HOW TO COMPLETE THIS TASK →
Word for word, give the records again, dropping any picture they hold.

------------------------------------------------------------------------

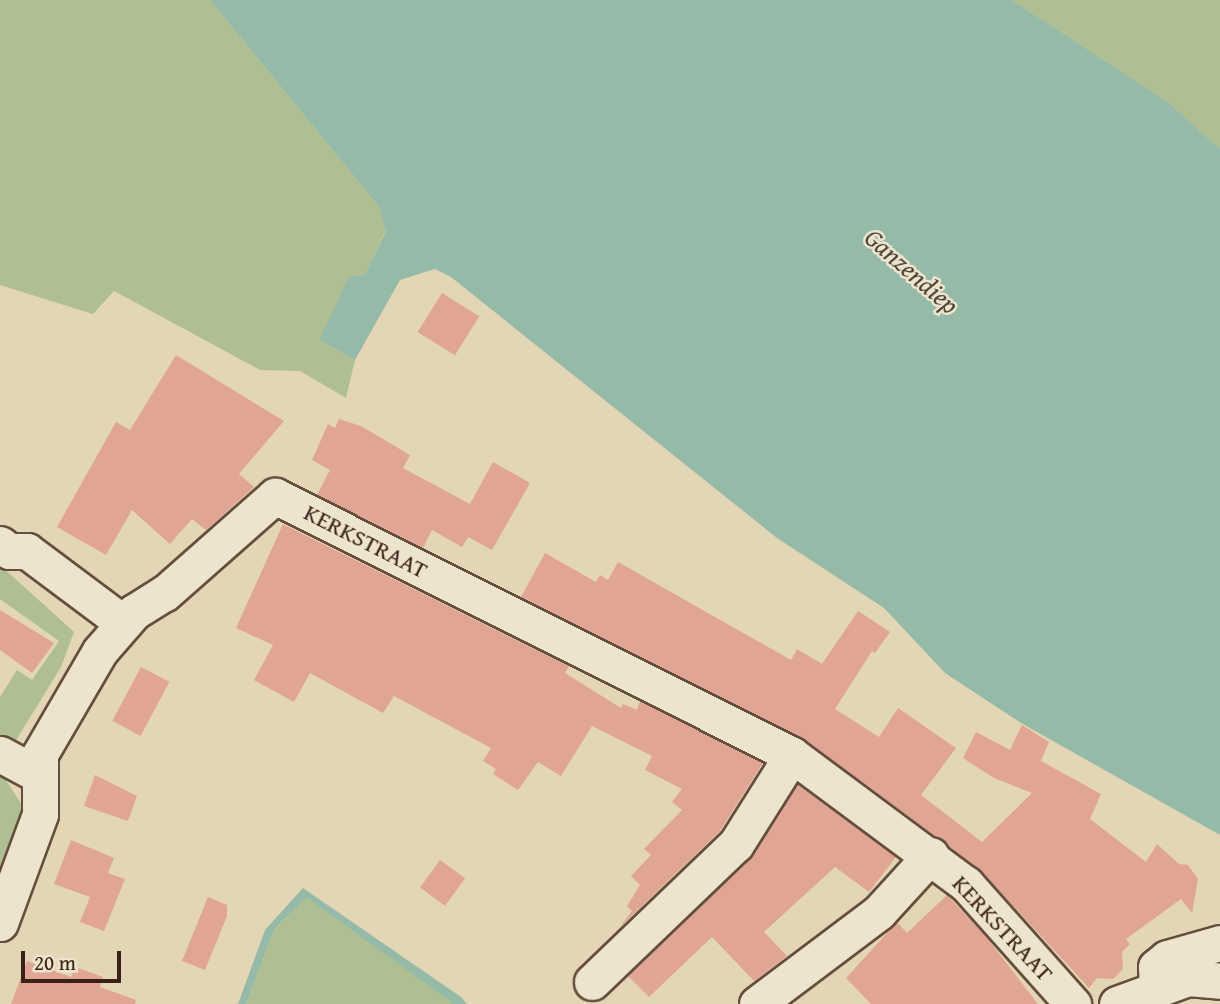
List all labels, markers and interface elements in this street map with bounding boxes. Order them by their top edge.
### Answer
water label: Ganzendiep [859,222,965,320]
street label: KERKSTRAAT [299,498,433,584]
street label: KERKSTRAAT [947,869,1059,987]
scale bar [24,937,124,981]
text: 20 m [34,947,76,978]

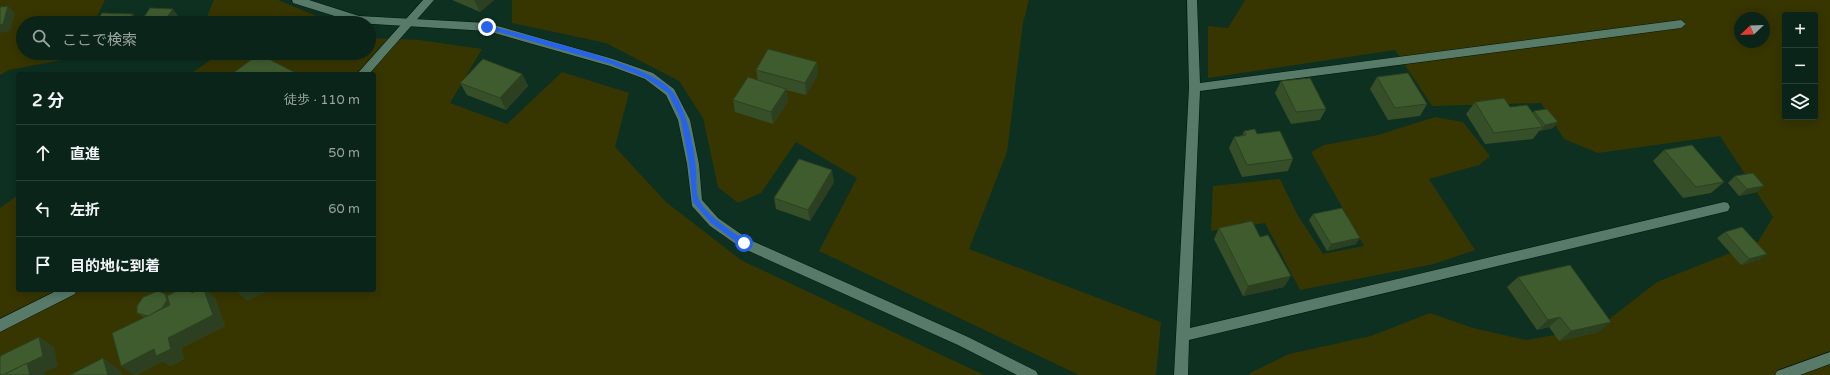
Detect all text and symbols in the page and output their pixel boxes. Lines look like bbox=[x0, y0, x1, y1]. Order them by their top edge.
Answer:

------------------------------------------------------------------------

TASK RESULT →
List all labels, markers and interface elements in this street map with bounding boxes. Order them by their top edge.
### Answer
water label: Ganzendiep [859,222,965,320]
street label: KERKSTRAAT [299,498,433,584]
street label: KERKSTRAAT [947,869,1059,987]
scale bar [24,937,124,981]
text: 20 m [34,947,76,978]

Detect all text and symbols in the page and output their pixel boxes. Lines look like bbox=[x0, y0, x1, y1]. Order them by their top edge.
Answer:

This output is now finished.